// the find
pluja/whishper
Transcribe any audio to text, translate and edit subtitles 100% locally with a web UI. Powered by whisper models!
Whishper is a self-hosted transcription and subtitle editing suite that runs Whisper models locally via a Go backend, Python transcription API, and SvelteKit frontend, all wired together with Docker Compose. It is for developers or power users who want offline speech-to-text with a usable web UI and don't want to send audio to a third-party service.
FasterWhisper as the backend is the right call — CPU transcription is genuinely usable rather than painfully slow. The subtitle editor has real features: CPS warnings, segment splitting, and playback-synced highlighting, which puts it ahead of most self-hosted alternatives. yt-dlp integration for URL-based transcription is a practical addition that saves a download-then-upload step. The multi-container Docker Compose setup is clean and the separation of concerns between the Go orchestrator and the Python transcription API is sensible.
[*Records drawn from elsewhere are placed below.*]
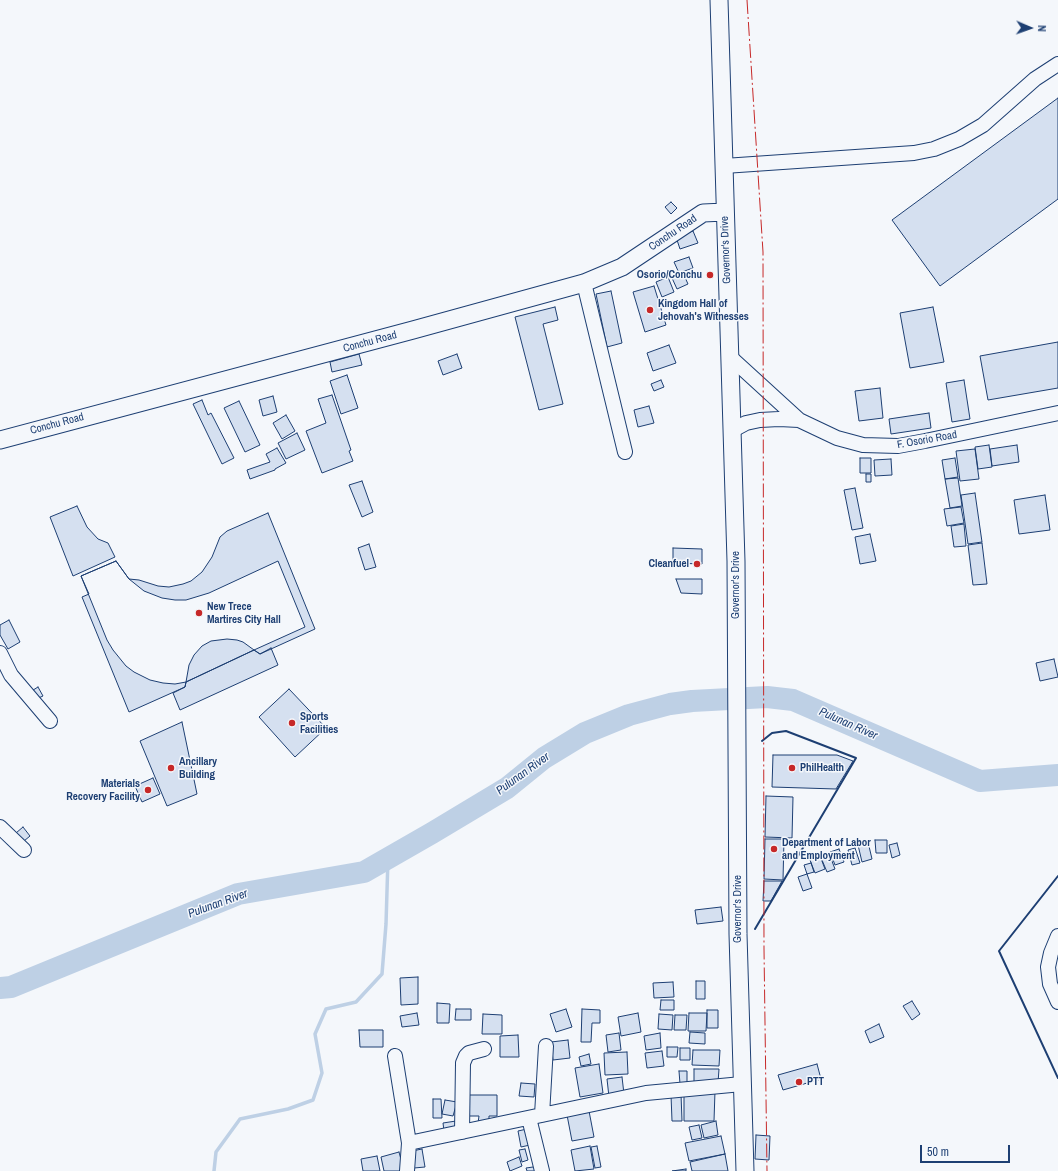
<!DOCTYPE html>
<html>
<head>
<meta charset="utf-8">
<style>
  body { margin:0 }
  #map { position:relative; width:1058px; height:1171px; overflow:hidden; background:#f4f7fb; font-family:"Archivo Narrow",sans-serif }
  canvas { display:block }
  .north { position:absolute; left:1010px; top:8px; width:40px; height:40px; -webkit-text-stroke:3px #f4f7fb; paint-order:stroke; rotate:92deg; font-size:11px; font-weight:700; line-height:16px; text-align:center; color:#1d3f73 }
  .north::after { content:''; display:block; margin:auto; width:14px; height:18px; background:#1d3f73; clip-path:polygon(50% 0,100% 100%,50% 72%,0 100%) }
  .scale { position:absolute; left:920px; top:1145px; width:90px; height:18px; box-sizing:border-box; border:2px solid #1d3f73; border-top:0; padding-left:5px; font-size:12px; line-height:14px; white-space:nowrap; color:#1d3f73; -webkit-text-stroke:3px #f4f7fb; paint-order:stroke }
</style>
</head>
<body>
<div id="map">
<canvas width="1058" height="1171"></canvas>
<div class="north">N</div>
<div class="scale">50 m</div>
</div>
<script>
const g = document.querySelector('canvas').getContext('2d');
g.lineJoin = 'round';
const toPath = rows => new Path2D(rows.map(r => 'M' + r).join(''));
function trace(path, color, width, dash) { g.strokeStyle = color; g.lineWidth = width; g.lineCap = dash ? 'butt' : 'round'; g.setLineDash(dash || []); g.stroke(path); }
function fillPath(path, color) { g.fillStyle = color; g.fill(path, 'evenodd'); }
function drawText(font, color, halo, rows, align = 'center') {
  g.font = font + ' "Archivo Narrow",sans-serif'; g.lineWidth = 3; g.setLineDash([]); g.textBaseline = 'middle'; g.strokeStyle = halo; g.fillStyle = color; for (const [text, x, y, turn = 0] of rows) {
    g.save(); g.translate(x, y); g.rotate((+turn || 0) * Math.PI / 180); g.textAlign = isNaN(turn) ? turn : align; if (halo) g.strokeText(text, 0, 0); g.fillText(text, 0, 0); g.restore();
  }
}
trace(toPath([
  [214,1171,216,1152,240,1119,288,1109,313,1100,322,1073,315,1034,326,1009,356,1002,382,974,386,924,388,858]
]), '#bed0e5', 3.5);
trace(toPath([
  [0,988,11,987,238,894,364,872,432,833,507,788,544,758,585,733,629,715,670,704,692,701,767,697,793,700,980,781,1058,775]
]), '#bed0e5', 22);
const building = toPath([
  [1058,98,1058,199,940,286,892,220,1058,98],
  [671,202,677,208,671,214,665,207,671,202],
  [693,231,698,243,680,249,676,237,693,231],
  [689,257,693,268,679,273,674,262,689,257],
  [683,273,688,284,677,289,672,278,683,273],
  [668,277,674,292,662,297,656,282,668,277],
  [654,286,666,325,645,332,633,292,654,286],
  [611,291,622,343,607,347,596,294,611,291],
  [555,307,558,320,543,324,563,404,539,410,515,317,555,307],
  [933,307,944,362,910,368,900,313,933,307],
  [1058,342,1058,388,988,400,980,356,1058,342],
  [669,345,676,363,653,371,647,353,669,345],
  [359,354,362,365,332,372,330,362,359,354],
  [457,354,462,368,443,375,438,361,457,354],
  [347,375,358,408,341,414,330,381,347,375],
  [661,380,664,387,654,391,651,384,661,380],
  [964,380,970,419,952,422,946,383,964,380],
  [880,388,883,418,859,421,855,391,880,388],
  [332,395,351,450,349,451,353,461,322,473,306,431,326,423,318,399,332,395],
  [273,396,277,412,263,416,259,400,273,396],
  [202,400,208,415,211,413,234,458,222,464,193,404,202,400],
  [239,401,260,445,245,452,224,408,239,401],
  [649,406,654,423,638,427,634,410,649,406],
  [929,413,931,428,891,434,889,419,929,413],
  [286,415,295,431,282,439,273,423,286,415],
  [297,433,305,450,286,459,278,443,297,433],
  [989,445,992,467,978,469,975,447,989,445],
  [1017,445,1019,462,992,466,990,449,1017,445],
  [277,448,286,463,275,469,275,470,250,479,247,470,270,462,266,454,277,448],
  [975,449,979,479,960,481,956,451,975,449],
  [860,458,871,458,871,473,860,473,860,458],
  [955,458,958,477,945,479,942,460,955,458],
  [891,459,892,475,875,476,874,460,891,459],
  [866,474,871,474,871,482,866,482,866,474],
  [958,478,962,506,950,508,945,479,958,478],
  [362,481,373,512,362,517,349,485,362,481],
  [855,488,863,528,852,530,844,490,855,488],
  [975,493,982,542,968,544,961,495,975,493],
  [1045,495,1050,530,1019,534,1014,500,1045,495],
  [77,506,87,527,98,539,108,543,115,557,73,576,50,517,77,506],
  [961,507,964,523,947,526,944,509,961,507],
  [268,513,315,629,260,654,254,650,186,682,185,687,129,712,82,597,89,594,81,576,116,561,129,579,139,580,158,586,169,587,183,584,191,581,202,572,212,557,220,537,227,531,268,513],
  [964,524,966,546,954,547,951,526,964,524],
  [870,534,876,561,860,564,855,537,870,534],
  [982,543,987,584,973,585,968,545,982,543],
  [369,544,376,567,365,570,358,548,369,544],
  [673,548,702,549,702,564,673,563,673,548],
  [116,561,129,579,144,591,162,598,175,600,186,600,209,593,278,561,305,627,254,650,243,642,237,640,227,639,211,641,202,646,194,655,189,665,186,682,175,684,163,683,150,680,134,672,126,666,113,650,107,640,81,576,116,561],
  [676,579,702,579,702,594,681,593,676,579],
  [9,620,20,642,8,649,0,635,0,625,9,620],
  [271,648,278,665,180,710,173,693,185,687,186,682,254,650,260,654,271,648],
  [1054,659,1058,677,1040,681,1036,663,1054,659],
  [38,687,43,696,34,700,30,692,38,687],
  [289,689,326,728,295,757,259,717,289,689],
  [182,722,197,794,167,806,140,741,182,722],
  [773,755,837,755,853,761,836,789,772,787,773,755],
  [153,778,160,794,142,802,135,786,153,778],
  [766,796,793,797,792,838,765,837,766,796],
  [23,827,30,836,24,841,16,833,23,827],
  [765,839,784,839,783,880,764,879,765,839],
  [875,840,887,840,887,853,876,853,875,840],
  [868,842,872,859,862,862,858,845,868,842],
  [897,843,900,855,892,858,889,845,897,843],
  [855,848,860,863,852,865,848,850,855,848],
  [839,849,844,862,835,865,830,852,839,849],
  [820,856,825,869,815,873,810,860,820,856],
  [830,856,835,869,827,872,822,860,830,856],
  [811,863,814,872,807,874,804,865,811,863],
  [807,874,812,888,803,891,798,877,807,874],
  [764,881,782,881,771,901,763,901,764,881],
  [721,907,723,921,697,924,695,910,721,907],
  [418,977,418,1004,401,1005,400,978,418,977],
  [696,981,705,981,705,999,696,999,696,981],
  [673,982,674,997,654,998,653,983,673,982],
  [661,1000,674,1000,674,1010,660,1010,661,1000],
  [912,1001,920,1014,912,1020,903,1006,912,1001],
  [437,1003,450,1004,449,1023,437,1023,437,1003],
  [456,1009,471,1009,471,1020,455,1020,456,1009],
  [566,1009,572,1027,556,1032,550,1014,566,1009],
  [582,1009,600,1010,600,1023,592,1023,591,1042,581,1042,582,1009],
  [707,1010,718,1010,718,1028,707,1028,707,1010],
  [417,1013,419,1025,402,1027,400,1016,417,1013],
  [638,1013,641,1032,621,1036,618,1017,638,1013],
  [689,1013,707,1013,706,1031,688,1031,689,1013],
  [483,1014,502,1015,502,1034,482,1034,483,1014],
  [659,1014,673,1015,672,1030,658,1029,659,1014],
  [675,1015,687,1015,686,1030,674,1030,675,1015],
  [879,1024,884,1037,870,1043,865,1031,879,1024],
  [359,1030,383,1030,383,1047,360,1047,359,1030],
  [690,1032,705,1033,705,1044,689,1043,690,1032],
  [619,1033,621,1050,608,1052,606,1035,619,1033],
  [660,1033,661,1048,646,1050,644,1036,660,1033],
  [518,1035,519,1057,500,1057,500,1036,518,1035],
  [568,1040,570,1058,553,1060,551,1042,568,1040],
  [667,1047,678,1047,677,1057,667,1057,667,1047],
  [680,1048,690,1048,690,1060,680,1060,680,1048],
  [693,1050,720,1050,719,1066,692,1065,693,1050],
  [662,1051,664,1066,647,1068,645,1053,662,1051],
  [627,1052,628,1074,605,1075,604,1053,627,1052],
  [589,1054,591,1064,581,1066,579,1057,589,1054],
  [599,1064,603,1093,580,1097,575,1068,599,1064],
  [817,1064,821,1079,783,1090,778,1075,817,1064],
  [694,1069,719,1069,718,1083,694,1083,694,1069],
  [679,1071,687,1071,687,1084,680,1084,679,1071],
  [622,1077,624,1094,609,1097,607,1079,622,1077],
  [521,1083,535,1084,534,1097,519,1096,521,1083],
  [684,1090,715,1091,714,1121,684,1121,684,1090],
  [681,1094,682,1121,672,1121,671,1095,681,1094],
  [468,1095,497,1095,497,1116,489,1116,489,1123,478,1123,479,1116,468,1116,468,1095],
  [433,1099,441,1099,442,1118,433,1118,433,1099],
  [445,1100,457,1102,453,1116,442,1114,445,1100],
  [589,1111,594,1137,572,1141,567,1115,589,1111],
  [456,1121,457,1130,444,1131,443,1123,456,1121],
  [716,1121,718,1135,704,1138,701,1125,716,1121],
  [699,1125,702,1138,692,1140,689,1127,699,1125],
  [527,1129,530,1145,521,1147,518,1131,527,1129],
  [756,1135,770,1136,769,1160,755,1159,756,1135],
  [721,1136,725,1154,689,1161,685,1143,721,1136],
  [590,1146,594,1169,575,1171,571,1150,590,1146],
  [597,1146,601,1167,595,1168,591,1147,597,1146],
  [422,1149,425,1167,414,1168,412,1151,422,1149],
  [525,1149,528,1160,522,1162,519,1150,525,1149],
  [399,1152,404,1171,384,1171,381,1157,399,1152],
  [725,1154,728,1171,692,1171,690,1162,725,1154],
  [377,1156,380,1171,363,1171,361,1159,377,1156],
  [519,1157,522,1166,510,1171,507,1162,519,1157],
  [540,1166,540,1171,527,1171,526,1168,540,1166],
  [686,1169,686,1171,672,1171,686,1169]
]);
fillPath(building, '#d5e0f0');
trace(building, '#1d3f73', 1);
const minor = toPath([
  [724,166,914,153,934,149,959,139,983,125,1035,79,1058,64],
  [584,283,625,452],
  [730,357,799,420,837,438,863,445,898,446,925,441,1058,413],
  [733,430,746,423,760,420,779,419,799,420],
  [0,653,11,675,50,721],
  [0,827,24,850],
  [1058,936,1051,953,1048,967,1050,984,1058,1002],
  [395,1056,409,1143],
  [542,1115,546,1046],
  [529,1118,542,1171],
  [462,1132,463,1063,466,1056,469,1053,484,1049],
  [407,1171,409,1143,646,1093,742,1084]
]);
const major = toPath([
  [719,0,736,561,738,934,745,1171],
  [0,440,413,330,584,283,622,267,703,213,725,212]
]);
trace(minor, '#1d3f73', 16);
trace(major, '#1d3f73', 19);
trace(minor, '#f4f7fb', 14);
trace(major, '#f4f7fb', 17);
trace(toPath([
  [1058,876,999,951,1058,1078],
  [755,929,856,758,786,731,772,733,762,741]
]), '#1d3f73', 2);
trace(toPath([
  [747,0,763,252,764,949,767,1171]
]), '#c62828', 1, [14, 3, 2, 3]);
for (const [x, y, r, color] of [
  [710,275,4,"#c62828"],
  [650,310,4,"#c62828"],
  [697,564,4,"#c62828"],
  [199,613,4,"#c62828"],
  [292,723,4,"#c62828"],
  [171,768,4,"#c62828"],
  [792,768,4,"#c62828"],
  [148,790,4,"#c62828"],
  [774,849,4,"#c62828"],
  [799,1082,4,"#c62828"]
]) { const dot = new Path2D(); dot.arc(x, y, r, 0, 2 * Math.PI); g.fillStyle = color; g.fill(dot); trace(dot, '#f4f7fb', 1.5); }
drawText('11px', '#1d3f73', '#f4f7fb', [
  ["Conchu Road",673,233,-34],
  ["Governor's Drive",726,250,-92],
  ["Conchu Road",370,342,-15],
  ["Conchu Road",57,424,-15],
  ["F. Osorio Road",927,440,-10],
  ["Governor's Drive",736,585,-90],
  ["Governor's Drive",738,909,-90]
]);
drawText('bold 11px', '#1d3f73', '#f4f7fb', [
  ["Osorio/Conchu",702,275,"right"],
  ["Kingdom Hall of",658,304],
  ["Jehovah's Witnesses",658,317],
  ["Cleanfuel",689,564,"right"],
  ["New Trece",207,607],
  ["Martires City Hall",207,620],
  ["Sports",300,717],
  ["Facilities",300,730],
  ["Ancillary",179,762],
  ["Building",179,775],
  ["PhilHealth",800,768],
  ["Materials",140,784,"right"],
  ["Recovery Facility",140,797,"right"],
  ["Department of Labor",782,843],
  ["and Employment",782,856],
  ["PTT",807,1082]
], 'left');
drawText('italic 12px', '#1d3f73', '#f4f7fb', [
  ["Pulunan River",848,724,24],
  ["Pulunan River",523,774,-36],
  ["Pulunan River",218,904,-20]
]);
</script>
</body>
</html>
The main branch is in maintenance mode — the README says no new releases until a v4 rewrite lands, which makes adopting it now a mild bet. MongoDB as the database for what is essentially a job queue and transcription store is overkill; it adds a container and operational surface for no real benefit over SQLite or Postgres. No authentication is on the roadmap but not yet implemented, so anyone who exposes this to a network gets an open transcription service. The nginx, MongoDB, LibreTranslate, Go backend, and Python API running as five separate containers means the resource floor is higher than the feature set justifies for a personal setup.